Chalk Dinosaur releases a charmer of a debut, with help from Harrison Wargo | Pittsburgh City Paper

Chalk Dinosaur releases a charmer of a debut, with help from Harrison Wargo

When Margaret Welsh covered Chalk Dinosaur for City Paper in March, the fledgling band was playing out regularly, but trying to replace a member. Initially composed of two sets of brothers -- John and Joe O'Hallaron and Matt and Rich Bradford -- the band had lost a guitarist when Joe moved away for a job.

The fortuitous replacement turned out to be Harrison Wargo, recently of The Morning Light, on guitar, piano and vocals. I interviewed Wargo nearly four years ago, when he was the bassist for pop-punk outfit Transition; in the time since, it seems he's gotten pretty handy in the recording studio.

At least that's what I gather from Chalk Dinosaur's brand-new self-titled album: slick, finger-snapping pop that doesn't skimp on the backing vocals, piano or mellotron. Performed almost entirely by Wargo and guitarist/vocalist John O'Hallaron, the album was recorded this summer in Wargo's basement studio. 

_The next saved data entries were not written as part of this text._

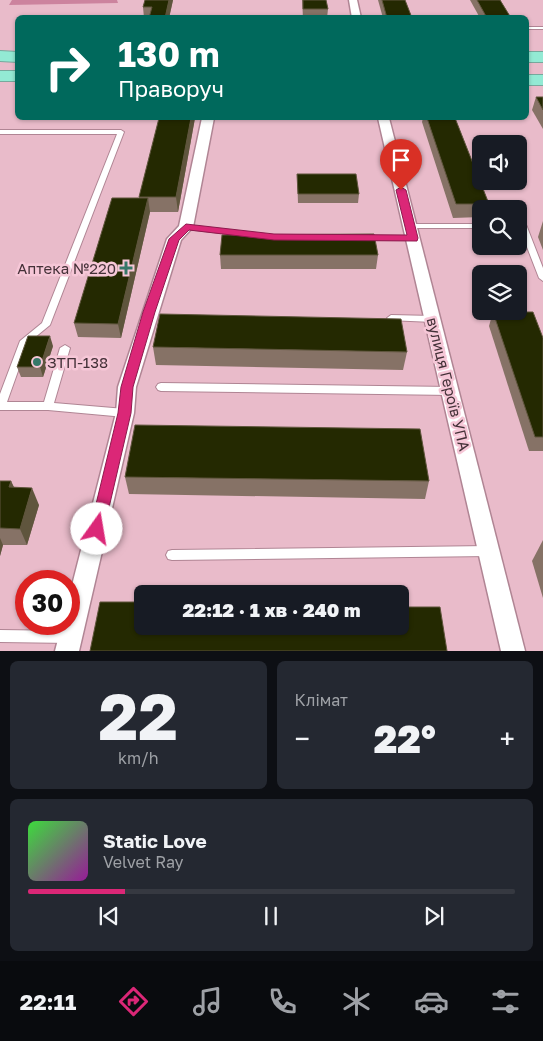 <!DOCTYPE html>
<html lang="uk">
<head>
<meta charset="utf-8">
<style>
  :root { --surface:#171b24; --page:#242831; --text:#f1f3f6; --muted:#9ea1a6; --line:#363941; --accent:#db2777 }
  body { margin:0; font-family:"Golos Text",sans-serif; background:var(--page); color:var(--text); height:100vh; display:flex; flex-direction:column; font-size:19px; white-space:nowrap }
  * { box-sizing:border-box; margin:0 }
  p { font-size:16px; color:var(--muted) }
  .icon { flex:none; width:28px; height:28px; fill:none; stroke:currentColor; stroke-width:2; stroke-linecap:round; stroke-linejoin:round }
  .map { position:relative; height:651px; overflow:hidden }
  .side { display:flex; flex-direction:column; gap:10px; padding:10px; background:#0d0f14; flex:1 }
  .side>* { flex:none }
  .hud { position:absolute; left:15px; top:15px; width:514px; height:105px; border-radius:8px; box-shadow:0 1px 4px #0004; background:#00695c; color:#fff; overflow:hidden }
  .tools { position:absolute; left:472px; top:135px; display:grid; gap:10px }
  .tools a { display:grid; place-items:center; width:55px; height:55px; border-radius:8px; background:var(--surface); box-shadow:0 1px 4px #0004; font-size:25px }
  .speed { position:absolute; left:15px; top:570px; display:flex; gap:10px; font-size:25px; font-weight:700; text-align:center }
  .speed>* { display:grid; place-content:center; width:65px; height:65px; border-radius:50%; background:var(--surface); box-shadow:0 1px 4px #0004; line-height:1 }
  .speed .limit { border:8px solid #d22; background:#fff; color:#111 }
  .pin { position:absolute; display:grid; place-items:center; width:42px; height:42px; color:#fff; margin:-51px -21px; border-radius:50% 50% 50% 0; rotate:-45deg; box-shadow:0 0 5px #0007 }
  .pin .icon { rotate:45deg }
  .me { position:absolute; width:55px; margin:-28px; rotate:13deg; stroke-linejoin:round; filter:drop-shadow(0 0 4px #0008) }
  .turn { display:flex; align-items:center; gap:18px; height:105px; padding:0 20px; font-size:22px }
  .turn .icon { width:65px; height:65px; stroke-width:2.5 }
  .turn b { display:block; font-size:35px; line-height:42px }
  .big { font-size:38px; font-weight:800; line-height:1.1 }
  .side .card { flex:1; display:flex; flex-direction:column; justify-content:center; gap:8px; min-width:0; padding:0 18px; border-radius:8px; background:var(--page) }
  .side .dial { align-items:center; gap:0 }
  .dial b { font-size:65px; line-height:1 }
  .song { display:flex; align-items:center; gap:15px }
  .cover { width:60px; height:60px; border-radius:8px; background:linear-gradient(135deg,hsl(120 70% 55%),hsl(300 70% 35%)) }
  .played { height:5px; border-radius:2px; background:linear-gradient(90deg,var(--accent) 20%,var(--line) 20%) }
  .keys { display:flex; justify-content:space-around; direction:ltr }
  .heat { display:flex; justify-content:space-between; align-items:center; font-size:28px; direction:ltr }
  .side .tiles { flex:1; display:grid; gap:10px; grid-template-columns:1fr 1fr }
  .card:last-child { grid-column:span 2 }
  .trip { position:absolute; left:134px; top:585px; width:275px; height:50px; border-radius:8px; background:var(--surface); box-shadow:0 1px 4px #0004; font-weight:800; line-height:50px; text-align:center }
  .dock { display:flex; height:80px; justify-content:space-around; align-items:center; background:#090b0e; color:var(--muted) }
  .dock .icon { width:35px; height:35px }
  .dock .current { color:var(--accent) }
  .dock b { font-size:22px; color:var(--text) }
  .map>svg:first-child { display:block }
  .green { fill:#cc839e }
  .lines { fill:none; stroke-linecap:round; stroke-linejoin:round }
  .lane-casing { stroke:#b08594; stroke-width:2 }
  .street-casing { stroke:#b08594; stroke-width:3 }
  .highway-casing { stroke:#77a99d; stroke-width:2 }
  .lane { fill:#fff; fill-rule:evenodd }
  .street { fill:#fff; fill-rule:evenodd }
  .highway { fill:#93ead4; fill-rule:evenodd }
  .wall { fill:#867266 }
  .shaded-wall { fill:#5f553d }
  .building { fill:#242901; stroke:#5f553d }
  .route { fill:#db2777; stroke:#8e194d }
  .poi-dot { fill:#367869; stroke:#f6c7d7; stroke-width:2 }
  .labels { text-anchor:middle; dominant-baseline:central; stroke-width:5; stroke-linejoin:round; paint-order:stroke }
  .poi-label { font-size:15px; fill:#443138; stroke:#f6c7d7; text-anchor:end }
  .street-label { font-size:15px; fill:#443138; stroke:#f6c7d7 }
</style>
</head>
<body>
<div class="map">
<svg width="543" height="651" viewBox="0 0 543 651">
  <rect width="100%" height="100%" fill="#e9bbca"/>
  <polygon class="green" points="12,0 117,0 118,3 9,5"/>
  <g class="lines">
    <g class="lane-casing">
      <g id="lane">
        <rect x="526" y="27" width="17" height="2"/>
        <polygon points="0,130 121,130 124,132 50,325 28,343 7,402 44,402 60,348 65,345 70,348 54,403 125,409 128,410 130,413 128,416 125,417 48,410 0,410 0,394 20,341 42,323 117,134 0,134"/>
        <polygon points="407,224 481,224 481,228 407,228 406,226"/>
        <polygon points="183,225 263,234 267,236 263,238 186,229 182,227"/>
        <polygon points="519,225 526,225 527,227 543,268 543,281 539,278 520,229 519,229"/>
        <polygon points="360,236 413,236 417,238 413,240 363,240 359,238"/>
        <polygon points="391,315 433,316 437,319 433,322 388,320 387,318"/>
        <polygon points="161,383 451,387 454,388 456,391 454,394 451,395 161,391 158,390 156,387 158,384"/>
        <polygon points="489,546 493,547 495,551 493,555 489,556 172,560 168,559 166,555 168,551 172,550"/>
        <polygon points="0,630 71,631 75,633 77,637 75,641 71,643 0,642"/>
      </g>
    </g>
    <g class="street-casing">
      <g id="street">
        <polygon points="349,0 357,0 361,18 352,18"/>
        <polygon points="202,118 214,118 193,227 181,240 136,387 134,413 79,651 55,651 62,624 69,624 69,597 116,413 118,387 167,239 179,226"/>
        <polygon points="378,118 389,118 525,651 501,651"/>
      </g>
    </g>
    <g class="highway-casing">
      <g id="highway">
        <polygon points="0,51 18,52 18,62 0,61"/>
        <rect x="526" y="52" width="17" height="10"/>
        <rect x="0" y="71" width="18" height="10"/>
        <rect x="526" y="75" width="17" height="10"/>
      </g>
    </g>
    <use href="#lane" class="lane"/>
    <use href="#street" class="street"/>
    <use href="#highway" class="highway"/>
  </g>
  <g class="wall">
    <polygon points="145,0 173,0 169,18 144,18 143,7"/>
    <polygon points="302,0 326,0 328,9 327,18 303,18"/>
    <polygon points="378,0 405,0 412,18 383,18"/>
    <polygon points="470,0 500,0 511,18 480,18"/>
    <polygon points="536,97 543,97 543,129 532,110"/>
    <polygon points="195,118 178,212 150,212 121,338 78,337 74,323 139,198 139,197"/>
    <polygon points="423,118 455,118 489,204 488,209 481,209 481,217 453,218 422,122"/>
    <polygon points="297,174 359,194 358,203 298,203"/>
    <polygon points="543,221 543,250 538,237"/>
    <polygon points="220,255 378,255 376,269 221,269"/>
    <polygon points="493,312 543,338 543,451 529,451 489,326"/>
    <polygon points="53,346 43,377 21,377 17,367"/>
    <polygon points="153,347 407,352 403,370 156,365"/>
    <polygon points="125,477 429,481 425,499 129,494"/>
    <polygon points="0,481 11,481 14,487 39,505 27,545 3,545 0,556"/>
    <polygon points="543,540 543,598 532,561"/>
  </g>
  <g class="shaded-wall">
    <polygon points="169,0 173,0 169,18 165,18"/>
    <polygon points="191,118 195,118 178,212 176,197"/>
    <polygon points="148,198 150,212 121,338 118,324"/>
    <polygon points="50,336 53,346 43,377 40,367"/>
    <polygon points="11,481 19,499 9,487"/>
    <polygon points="32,488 39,505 27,545 20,529"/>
    <polygon points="0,538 3,545 0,556"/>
  </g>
  <g class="building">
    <polygon points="145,0 169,0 165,18 149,18 152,7 143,7"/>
    <polygon points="303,0 326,0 328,9 303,9"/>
    <polygon points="382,0 405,0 412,18 387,18"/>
    <polygon points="477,0 500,0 511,18 487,18"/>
    <polygon points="536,97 543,97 543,110"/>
    <polygon points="159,118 191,118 176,197 139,197"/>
    <polygon points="427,118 455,118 489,204 456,204"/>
    <polygon points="297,174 356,174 359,194 298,194"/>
    <polygon points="112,198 148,198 118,324 74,323"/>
    <polygon points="374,234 378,255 220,255 222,235"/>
    <polygon points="493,312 533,312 543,338 543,437 535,437"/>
    <polygon points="160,314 401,319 407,352 153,347"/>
    <polygon points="28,336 50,336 40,367 17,367"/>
    <polygon points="135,425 420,429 429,481 125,477"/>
    <polygon points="0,481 11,481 9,487 32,488 20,529 0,528"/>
    <polygon points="100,602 142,602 142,626 400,626 400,607 440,607 447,651 90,651"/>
  </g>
  <polygon class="route" points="401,187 406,190 418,238 417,241 274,240 189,230 179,240 155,312 133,387 131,413 104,529 102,534 97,536 92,534 90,529 118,413 121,387 143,312 169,239 186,224 274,234 407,235 396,190"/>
  <g class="poi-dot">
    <path d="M123.5 260.5h5v5h5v5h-5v5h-5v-5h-5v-5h5z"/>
    <circle cx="37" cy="362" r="5"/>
  </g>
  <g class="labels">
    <g class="poi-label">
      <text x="116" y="268">Аптека №220</text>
      <text x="47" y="362" text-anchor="start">ЗТП-138</text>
    </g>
    <g class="street-label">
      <text transform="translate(449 384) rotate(76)">вулиця Героїв УПА</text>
    </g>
  </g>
</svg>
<div class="tools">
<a><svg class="icon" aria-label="sound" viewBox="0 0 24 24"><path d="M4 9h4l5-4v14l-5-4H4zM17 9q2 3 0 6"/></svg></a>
<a><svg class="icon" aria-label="search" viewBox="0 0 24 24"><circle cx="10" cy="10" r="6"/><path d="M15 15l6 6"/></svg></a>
<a><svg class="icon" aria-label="layers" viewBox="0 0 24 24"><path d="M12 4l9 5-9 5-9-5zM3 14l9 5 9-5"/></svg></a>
</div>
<div class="speed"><div class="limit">30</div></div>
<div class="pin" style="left:401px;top:190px;background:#d93025"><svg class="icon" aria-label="arrive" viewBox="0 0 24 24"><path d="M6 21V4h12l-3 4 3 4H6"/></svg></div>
<svg class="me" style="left:97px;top:529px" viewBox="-20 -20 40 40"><circle r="19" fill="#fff"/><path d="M0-13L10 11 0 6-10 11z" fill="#db2777"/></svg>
<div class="trip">22:12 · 1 хв · 240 m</div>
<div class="hud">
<div class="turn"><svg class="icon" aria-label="right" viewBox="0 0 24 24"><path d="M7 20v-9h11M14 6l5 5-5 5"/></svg><div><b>130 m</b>Праворуч</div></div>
</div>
</div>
<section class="side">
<div class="tiles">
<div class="card dial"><b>22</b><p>km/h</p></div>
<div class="card"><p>Клімат</p>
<div class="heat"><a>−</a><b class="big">22°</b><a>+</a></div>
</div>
<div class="card">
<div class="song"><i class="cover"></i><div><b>Static Love</b><p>Velvet Ray</p></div></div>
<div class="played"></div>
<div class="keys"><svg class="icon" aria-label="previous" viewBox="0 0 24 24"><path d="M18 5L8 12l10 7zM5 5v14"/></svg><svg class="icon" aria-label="pause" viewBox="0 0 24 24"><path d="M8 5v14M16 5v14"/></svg><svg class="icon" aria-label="next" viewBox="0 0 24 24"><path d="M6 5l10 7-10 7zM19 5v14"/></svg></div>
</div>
</div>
</section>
<nav class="dock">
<b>22:11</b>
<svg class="icon current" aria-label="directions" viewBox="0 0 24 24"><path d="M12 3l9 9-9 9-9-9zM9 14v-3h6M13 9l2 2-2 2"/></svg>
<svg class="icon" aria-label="music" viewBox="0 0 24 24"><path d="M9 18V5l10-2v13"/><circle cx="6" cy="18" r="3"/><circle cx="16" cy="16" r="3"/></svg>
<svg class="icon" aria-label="phone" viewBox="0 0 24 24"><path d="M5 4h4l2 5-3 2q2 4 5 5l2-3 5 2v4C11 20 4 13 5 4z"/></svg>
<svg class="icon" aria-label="climate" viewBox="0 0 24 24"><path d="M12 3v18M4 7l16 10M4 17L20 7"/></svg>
<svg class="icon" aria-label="car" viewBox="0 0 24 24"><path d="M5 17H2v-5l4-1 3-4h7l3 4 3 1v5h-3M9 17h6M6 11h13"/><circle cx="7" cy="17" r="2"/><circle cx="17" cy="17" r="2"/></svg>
<svg class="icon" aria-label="filters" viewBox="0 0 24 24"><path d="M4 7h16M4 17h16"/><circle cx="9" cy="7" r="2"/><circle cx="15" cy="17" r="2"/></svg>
</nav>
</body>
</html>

Overall, the 11-song album seems less a "band album" than a showcase for O'Hallaron's songs and very Ben Gibbard-ish vocals. (Drummer Rich Bradford plays on one track -- the faux-western "John Wayne" -- and bassist Matt Bradford doesn't seem to appear at all.) This makes more sense when you go looking for a band Web site and end up at johnohallaron.com, where you find 91 -- that's a nine with a one after it -- song demos, plus lyrics and photos showing O'Hallaron's CMU dorm-room recording setup.

The album opens with "Fairweather," a jaunty, Beatle-y piano-rocker with an epic key change at the end. And while the songs that follow are more guitar-driven, they don't let up a bit with the hooks. As Welsh noted, the band's influences seem fairly clear: Weezer, the Beach Boys, and so on into the pantheon. And since Chalk Dinosaur favors classic pop changes and structures, there are flashes of similarity to other musicians who also draw from them -- The Ramones, Todd Rundgren, Jonathan Richman, Queen, maybe even Ozzy.

Perhaps the album's most telling song is "Scarves and Stripes," an affirmation of awkward-but-natural suburban uncool, and a wry send-up of "hip indie rockers." "Scarves and stripes / if it's mainstream, it can't be right," O'Hallaron mocks, "Obscure, experimental electronic bands / Soft-spoken metaphoric guitar man."

That O'Hallaron is himself quite handy with metaphor and guitar -- and that the next song starts with an electronic beat -- are the kind of gentle ironies that could make you like Chalk Dinosaur even more. Catch them this Sat., Nov. 28, at Garfield Artworks, with David Israel and Professor Purple. (The show is presented by CP contributor Manny Theiner.)